My name is Andy and I'm a Physicist.

By Andy O'Connell

Steam engine with flywheel, and 1950s children's roundabout

My name is Andy and I'm a Physicist. Confession over. Well, I was. In what now seems like a former life, I read Physics at Teddy Hall (Oxford) and then did a DPhil thesis in something that I now struggle to even understand the title of!

One of the prophetic images I've been carrying for the student ministry at OCC, is that of a flywheel. I mentioned this recently, and someone (maybe a humanities student?!) said 'What is a flywheel?', so I thought I needed to explain what I saw and what I think God is saying.

First, why do I believe God is speaking through a flywheel? I believe I'm in good company here. In an agrarian economy around 600BC, God spoke to Jeremiah, showing him an almond branch and asking him what he saw. The Hebrew word for almond sounds like the word for watching. Also the almond tree was known to be the first to blossom each season. From this play on words combined with biological fact, God encouraged the prophet that he, God, was awake and watching over his people. We sometimes refer to this process as 'I saw. God said.' God speaks through our culture - through images and words that we understand.

What is a flywheel? Engines, both ancient and modern, incorporate heavy metal wheels. Without them, engines would not deliver smooth power, due to their pistons firing only intermittently. This is most easily seen in an ancient steam engine, where a single piston can only push briefly in each cycle. Once up to speed, flywheels keep the engine running smoothly, overcoming this limitation. The flywheel helps things to keep moving smoothly. It provides momentum, stability and consistency, through energy storage.

A pedal bicycle does not have a heavy flywheel. Imagine going up a hill. It's only when your legs are pushing that much happens, and if you miss a push or two, there is a risk you will stop abruptly and fall off the bike! That is the fruit of not having a flywheel.

Some flywheels need a helping hand to get them going. A good example would be a playground roundabout. It's heavy and once rotating, it has significant angular momentum and is quite hard to stop. But conversely, it's quite hard to get it going in the first place. Children need to work as a team, pushing at the right time, in order for it to go faster.

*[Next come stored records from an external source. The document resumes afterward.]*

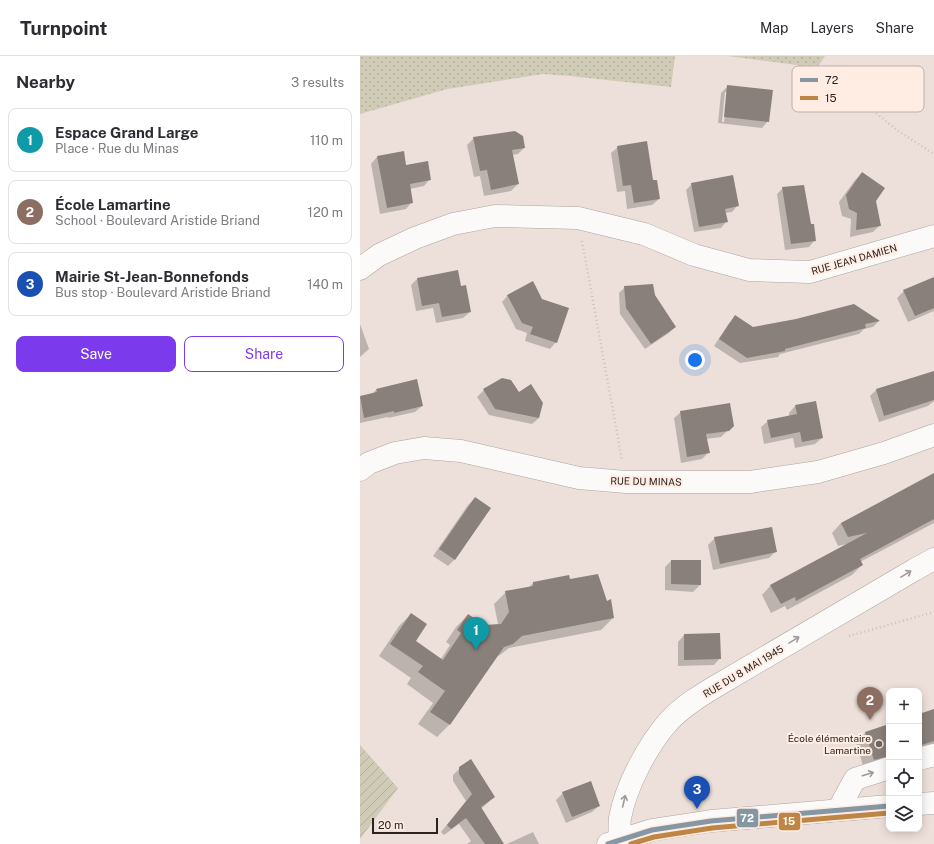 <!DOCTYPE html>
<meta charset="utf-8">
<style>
body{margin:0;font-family:"Public Sans",sans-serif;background:#f2f2f3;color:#2b2b33}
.controls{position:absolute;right:12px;bottom:12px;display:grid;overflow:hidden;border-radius:8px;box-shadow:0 2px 10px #0003}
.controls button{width:36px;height:36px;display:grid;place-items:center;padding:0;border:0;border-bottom:1px solid #e1e1e2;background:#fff;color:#2b2b33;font:20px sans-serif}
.scale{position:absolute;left:12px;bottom:10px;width:66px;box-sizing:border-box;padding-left:4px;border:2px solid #2b231f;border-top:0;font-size:11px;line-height:14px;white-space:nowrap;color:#2b231f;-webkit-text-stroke:3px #ffece3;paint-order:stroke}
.you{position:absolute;left:335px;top:304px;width:14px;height:14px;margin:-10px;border:3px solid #fff;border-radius:50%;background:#1a73e8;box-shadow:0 0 0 6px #1a73e833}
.badge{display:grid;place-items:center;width:26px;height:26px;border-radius:50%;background:#7c3aed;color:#fff;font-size:13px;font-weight:700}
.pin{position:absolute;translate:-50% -33px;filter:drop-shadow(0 1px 2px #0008)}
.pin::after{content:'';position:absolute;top:21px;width:14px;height:12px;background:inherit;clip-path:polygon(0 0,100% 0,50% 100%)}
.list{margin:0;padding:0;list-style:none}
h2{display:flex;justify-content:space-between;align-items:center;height:52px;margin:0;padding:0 16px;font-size:17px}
h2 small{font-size:13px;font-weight:400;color:#7c7c81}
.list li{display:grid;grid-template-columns:26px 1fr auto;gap:12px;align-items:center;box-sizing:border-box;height:64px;margin:0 8px 8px;padding:0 8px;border:1px solid #e1e1e2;border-radius:8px}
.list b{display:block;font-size:15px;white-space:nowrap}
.list p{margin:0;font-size:13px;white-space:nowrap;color:#7c7c81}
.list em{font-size:13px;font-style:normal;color:#7c7c81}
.actions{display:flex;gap:8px;padding:12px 16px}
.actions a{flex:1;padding:9px 0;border:1px solid #7c3aed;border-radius:8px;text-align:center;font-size:14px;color:#7c3aed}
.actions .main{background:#7c3aed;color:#fff}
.icon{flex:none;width:22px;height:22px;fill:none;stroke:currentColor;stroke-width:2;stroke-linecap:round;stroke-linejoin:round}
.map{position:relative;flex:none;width:574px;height:788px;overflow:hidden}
header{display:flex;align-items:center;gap:24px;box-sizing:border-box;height:56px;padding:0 20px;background:#fff;border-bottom:1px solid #e1e1e2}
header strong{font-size:19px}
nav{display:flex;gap:22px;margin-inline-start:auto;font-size:14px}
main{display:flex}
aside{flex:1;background:#fff}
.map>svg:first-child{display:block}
</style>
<header>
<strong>Turnpoint</strong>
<nav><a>Map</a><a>Layers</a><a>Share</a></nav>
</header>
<main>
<aside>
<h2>Nearby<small>3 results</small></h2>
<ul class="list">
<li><span class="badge" style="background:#0f9aa8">1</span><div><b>Espace Grand Large</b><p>Place · Rue du Minas</p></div><em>110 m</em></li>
<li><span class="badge" style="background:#8d6e63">2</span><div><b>École Lamartine</b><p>School · Boulevard Aristide Briand</p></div><em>120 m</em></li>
<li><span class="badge" style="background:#1a4fb4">3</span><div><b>Mairie St-Jean-Bonnefonds</b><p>Bus stop · Boulevard Aristide Briand</p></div><em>140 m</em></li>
</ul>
<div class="actions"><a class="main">Save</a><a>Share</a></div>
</aside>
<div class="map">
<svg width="574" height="788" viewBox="0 0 574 788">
<defs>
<pattern id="grass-dots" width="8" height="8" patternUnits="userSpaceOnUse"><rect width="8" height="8" fill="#cfcbb6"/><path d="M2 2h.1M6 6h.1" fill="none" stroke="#b2ae9c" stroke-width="1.8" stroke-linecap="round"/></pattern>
<pattern id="garden-furrows" width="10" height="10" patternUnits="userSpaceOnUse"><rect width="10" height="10" fill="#cfcbb6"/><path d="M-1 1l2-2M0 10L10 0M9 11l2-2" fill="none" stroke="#b2ae9c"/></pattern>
</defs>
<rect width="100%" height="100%" fill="#ede0da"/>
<!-- grass -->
<g fill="url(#grass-dots)">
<path d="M 0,0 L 315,0 L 311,31 L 210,20 L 183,18 L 87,33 L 0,58 Z"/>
<path d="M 368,0 L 465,0 L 451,21 L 437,9 Z"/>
</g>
<!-- garden -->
<path fill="url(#garden-furrows)" d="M 0,689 L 38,732 L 0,783 Z"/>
<!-- shadow -->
<g fill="#0003" fill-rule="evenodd">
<path d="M 368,30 L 408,65 L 402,72 L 358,67 L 361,37 ZM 365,36 L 367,36 L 364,66 L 362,66 Z"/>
<path d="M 114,82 L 164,92 L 158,98 L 152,99 L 158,128 L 151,135 L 124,140 L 120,120 L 114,121 L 107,89 Z"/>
<path d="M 258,91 L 293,125 L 299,143 L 292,149 L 267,153 L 265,135 L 257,136 L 251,97 Z"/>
<path d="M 17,101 L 45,111 L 70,123 L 64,130 L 50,133 L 52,146 L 46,153 L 20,158 L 11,108 Z"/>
<path d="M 502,117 L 515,145 L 520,169 L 513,176 L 490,181 L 491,163 L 482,160 L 479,146 L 495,124 Z"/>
<path d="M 332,128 L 377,150 L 372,156 L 365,157 L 366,166 L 361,172 L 334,176 L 326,134 Z"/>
<path d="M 423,132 L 450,169 L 455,184 L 449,191 L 425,194 L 417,138 Z"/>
<path d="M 574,222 L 574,255 L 548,266 L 537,242 L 544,235 Z"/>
<path d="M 57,223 L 100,231 L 110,256 L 103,262 L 76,267 L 73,252 L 56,255 L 51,229 Z"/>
<path d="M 265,231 L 315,271 L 309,277 L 285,293 L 260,258 L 259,237 Z"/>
<path d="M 148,239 L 196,286 L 190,293 L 165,285 L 167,277 L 156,273 L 142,246 Z"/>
<path d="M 376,261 L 393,272 L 519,265 L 513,271 L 504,273 L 499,278 L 420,298 L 418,301 L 380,307 L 354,290 L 369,267 Z"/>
<path d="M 0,268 L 9,293 L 0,301 Z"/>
<path d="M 574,316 L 574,345 L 568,350 L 519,366 L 510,340 L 516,334 Z"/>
<path d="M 56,325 L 62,350 L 55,356 L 28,362 L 28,361 L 0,367 L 0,341 L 12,338 L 16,334 Z"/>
<path d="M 124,334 L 159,337 L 179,362 L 172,368 L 129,359 L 117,341 Z"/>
<path d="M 435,350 L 462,382 L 455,388 L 435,392 L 433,382 L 404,388 L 401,371 L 408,365 L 429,361 L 429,357 Z"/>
<path d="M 321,356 L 373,369 L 361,381 L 346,383 L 348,397 L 342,403 L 321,407 L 314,362 Z"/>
<path d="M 574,421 L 574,467 L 500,506 L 502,509 L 492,519 L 427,554 L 425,550 L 411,557 L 402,539 L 411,529 L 488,488 L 478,490 L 472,477 L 481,467 Z"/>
<path d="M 115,442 L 95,503 L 88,510 L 73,500 L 108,449 Z"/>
<path d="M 355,482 L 416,495 L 409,502 L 353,514 L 348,489 Z"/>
<path d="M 311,505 L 340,529 L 333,536 L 305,534 L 305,511 Z"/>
<path d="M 209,524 L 253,562 L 241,574 L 149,592 L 140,599 L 136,601 L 89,669 L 77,681 L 58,668 L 73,647 L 47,628 L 51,622 L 19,600 L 39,570 L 51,558 L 54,585 L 81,603 L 90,589 L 86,586 L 96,571 L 108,559 L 124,570 L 138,568 L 134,548 L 146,536 L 168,532 L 173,527 Z"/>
<path d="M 324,579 L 360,602 L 354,609 L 318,610 L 318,586 Z"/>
<path d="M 574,654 L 574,690 L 559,695 L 559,659 Z"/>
<path d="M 529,669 L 529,705 L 504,713 L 496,686 L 505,677 Z"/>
<path d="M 100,712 L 134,741 L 121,753 L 143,788 L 107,788 L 111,785 L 99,768 L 84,779 L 81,776 L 106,745 L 93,725 L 93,719 Z"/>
<path d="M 203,737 L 239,750 L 232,756 L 206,767 L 196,744 Z"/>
<path d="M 173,776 L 179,788 L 147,788 Z"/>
</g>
<!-- building -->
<g fill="#89807b">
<path d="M 367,29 L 413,34 L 409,66 L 364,61 Z"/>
<path d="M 155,75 L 163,80 L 165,92 L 152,94 L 159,128 L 131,134 L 127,114 L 120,115 L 113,81 Z"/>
<path d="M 287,85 L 293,124 L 297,124 L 300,143 L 274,147 L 271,129 L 263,130 L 257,90 Z"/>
<path d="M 44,95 L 46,109 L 68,105 L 71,124 L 50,128 L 53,147 L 27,152 L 17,100 Z"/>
<path d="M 502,116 L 525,132 L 516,145 L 521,170 L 496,174 L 497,157 L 489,153 L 486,139 Z"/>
<path d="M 373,119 L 379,150 L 365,153 L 368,166 L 339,171 L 331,127 Z"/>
<path d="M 444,129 L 451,168 L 454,168 L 456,185 L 431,188 L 422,131 Z"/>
<path d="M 98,214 L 101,230 L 106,229 L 111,256 L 82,261 L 79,247 L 62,250 L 57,222 Z"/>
<path d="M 574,221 L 574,252 L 555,260 L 543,234 Z"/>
<path d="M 173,225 L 182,243 L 209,252 L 197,287 L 170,278 L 173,271 L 162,267 L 147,239 Z"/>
<path d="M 293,228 L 295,239 L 316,271 L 291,288 L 266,252 L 264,230 Z"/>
<path d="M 494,248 L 520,265 L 505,268 L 506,272 L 425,293 L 425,295 L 387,302 L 359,283 L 375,259 L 393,271 L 436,263 Z"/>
<path d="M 574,315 L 574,344 L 524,360 L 516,333 Z"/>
<path d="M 142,322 L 151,324 L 159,336 L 171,328 L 183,347 L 179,362 L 135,353 L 123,333 Z"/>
<path d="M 57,323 L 63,350 L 34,357 L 34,355 L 4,362 L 0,340 L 17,336 L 16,333 Z"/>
<path d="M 456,345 L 463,382 L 442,386 L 440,376 L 411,382 L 407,364 L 437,358 L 435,349 Z"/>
<path d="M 370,347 L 374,370 L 369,375 L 346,378 L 350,397 L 327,401 L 320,355 Z"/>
<path d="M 574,417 L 574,463 L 500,503 L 503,509 L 436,545 L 435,541 L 421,548 L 410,529 L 507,477 L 488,481 L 481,467 Z"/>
<path d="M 115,441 L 131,452 L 95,504 L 79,493 Z"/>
<path d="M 412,471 L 417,496 L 360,508 L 354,481 Z"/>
<path d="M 311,504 L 341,504 L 341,529 L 311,528 Z"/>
<path d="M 238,518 L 247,545 L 251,543 L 254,562 L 162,580 L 153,588 L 144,591 L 90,669 L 70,656 L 85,635 L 58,616 L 63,610 L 30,588 L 51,557 L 67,568 L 56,585 L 83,604 L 101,577 L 97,574 L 108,558 L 124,569 L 141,568 L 149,556 L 145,535 L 173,530 L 173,526 L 209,519 L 210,523 Z"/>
<path d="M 360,577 L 361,603 L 324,604 L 324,578 Z"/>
<path d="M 574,653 L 574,685 L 559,690 L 559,658 Z"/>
<path d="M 529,668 L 529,700 L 514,704 L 505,676 Z"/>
<path d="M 111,703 L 135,741 L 121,751 L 144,788 L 125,788 L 106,762 L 91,773 L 87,769 L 112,738 L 99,718 L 99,711 Z"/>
<path d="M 231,725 L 240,750 L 212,761 L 202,736 Z"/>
</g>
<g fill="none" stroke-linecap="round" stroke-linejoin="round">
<!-- minor casing -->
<g stroke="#ada39f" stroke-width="23">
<g id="minor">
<path d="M 0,213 L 19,199 L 55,182 L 93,168 L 135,160 L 218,162 L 284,178 L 334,199 L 389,214 L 450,216 L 574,180"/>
<path d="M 0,414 L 9,407 L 35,397 L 64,392 L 101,395 L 219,422 L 266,426 L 390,426 L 458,416 L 524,397 L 574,379"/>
<path d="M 559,703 L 574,699"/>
<path d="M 478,754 L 495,723 L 529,712"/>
<path d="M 259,784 C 260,777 259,769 260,762 C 266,730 287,690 309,665 C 323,650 341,639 358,629 L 554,514 L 574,503"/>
</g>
</g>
<!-- major casing -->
<g stroke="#ada39f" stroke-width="23">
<g id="major">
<path d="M 559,748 L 574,747"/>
<path d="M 248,788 L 292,774 L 351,765 L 529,750"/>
</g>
</g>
<!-- path -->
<g stroke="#c6c3c1" stroke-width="2.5" stroke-dasharray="1 3" stroke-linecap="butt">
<path d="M 440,0 L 450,3 L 538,75 L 574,98"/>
<path d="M 222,185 L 262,404"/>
<path d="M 489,580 L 574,556"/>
</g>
<!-- minor -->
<use href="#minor" stroke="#fcfaf9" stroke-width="22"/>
<!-- major -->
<use href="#major" stroke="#fcfaf9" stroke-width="22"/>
<!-- bus-1 casing -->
<g stroke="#ffece3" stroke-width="8">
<path id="bus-1" d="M 248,788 L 292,774 L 351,765 L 529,750"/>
</g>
<!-- bus-2 casing -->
<g stroke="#ffece3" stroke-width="8">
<path id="bus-2" d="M 271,788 L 294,781 L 352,772 L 529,757"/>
</g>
<!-- bus-1 -->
<use href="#bus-1" stroke="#8597a3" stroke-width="5"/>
<!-- bus-2 -->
<use href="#bus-2" stroke="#be8646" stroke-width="5"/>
</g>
<!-- one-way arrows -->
<defs><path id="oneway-shaft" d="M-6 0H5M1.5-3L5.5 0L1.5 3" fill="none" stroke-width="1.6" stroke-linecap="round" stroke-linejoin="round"/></defs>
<g stroke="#9e9997">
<use href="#oneway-shaft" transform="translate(546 518) rotate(-31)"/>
<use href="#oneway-shaft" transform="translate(434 584) rotate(-31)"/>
<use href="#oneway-shaft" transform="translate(508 718) rotate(-17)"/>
<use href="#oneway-shaft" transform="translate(264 745) rotate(-77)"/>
</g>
<!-- markers -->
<circle fill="#6f6560" stroke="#ffece3" stroke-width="1.5" cx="519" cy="688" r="4"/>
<g text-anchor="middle" stroke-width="4" stroke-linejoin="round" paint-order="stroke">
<!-- street labels -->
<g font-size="10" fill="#2b231f" stroke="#ffece3">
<text transform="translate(494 203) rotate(-16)" y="4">RUE JEAN DAMIEN</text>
<text transform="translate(286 425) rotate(1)" y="4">RUE DU MINAS</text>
<text transform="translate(383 615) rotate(-31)" y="4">RUE DU 8 MAI 1945</text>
</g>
<!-- poi labels -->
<g font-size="10" fill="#2b231f" stroke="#ffece3" text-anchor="end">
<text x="511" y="686">École élémentaire<tspan x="511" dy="12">Lamartine</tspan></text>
</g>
</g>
<!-- legend -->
<rect x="432" y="10" width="132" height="46" rx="6" fill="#ffece3" stroke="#bfb0a8" stroke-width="1"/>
<rect x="440" y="22" width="18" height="4" fill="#8597a3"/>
<rect x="440" y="40" width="18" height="4" fill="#be8646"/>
<g font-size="11" fill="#2b231f">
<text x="465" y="28">72</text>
<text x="465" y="46">15</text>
</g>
<g stroke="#ffece3" stroke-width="1.5">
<rect x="376" y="752" width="23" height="20" rx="4" fill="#8597a3"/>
<rect x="418" y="756" width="23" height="19" rx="4" fill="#be8646"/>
</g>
<g font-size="11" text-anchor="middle" font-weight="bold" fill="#fff">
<text x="387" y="766">72</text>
<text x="429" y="769">15</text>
</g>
</svg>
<div class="controls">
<button>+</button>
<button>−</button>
<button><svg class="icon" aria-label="locate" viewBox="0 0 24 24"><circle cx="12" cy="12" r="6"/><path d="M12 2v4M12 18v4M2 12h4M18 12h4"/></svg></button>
<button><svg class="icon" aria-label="layers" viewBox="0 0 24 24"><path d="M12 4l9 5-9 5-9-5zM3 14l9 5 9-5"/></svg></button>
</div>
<div class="scale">20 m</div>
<div class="you"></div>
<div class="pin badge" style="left:116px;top:594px;background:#0f9aa8">1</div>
<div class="pin badge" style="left:510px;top:664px;background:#8d6e63">2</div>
<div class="pin badge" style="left:337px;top:753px;background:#1a4fb4">3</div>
</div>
</main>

So what is God saying? I believe he wants the student ministry at OCC to have momentum, stability and consistency. God wants us to create something which gives momentum to the engine for a 'leadership pipeline', training and sending students into God's world, to see his Kingdom purposes worked out.

In this season, he wants an increase in the flywheel. Like the roundabout, he wants many of us to put our hands to the wheel, giving it a push to increased rotation, energy and momentum.

What does that mean? It's a call to prayer. It's a call to listen to God for what he's saying to us. It's a call to engage as team. It's a call to give ourselves with commitment.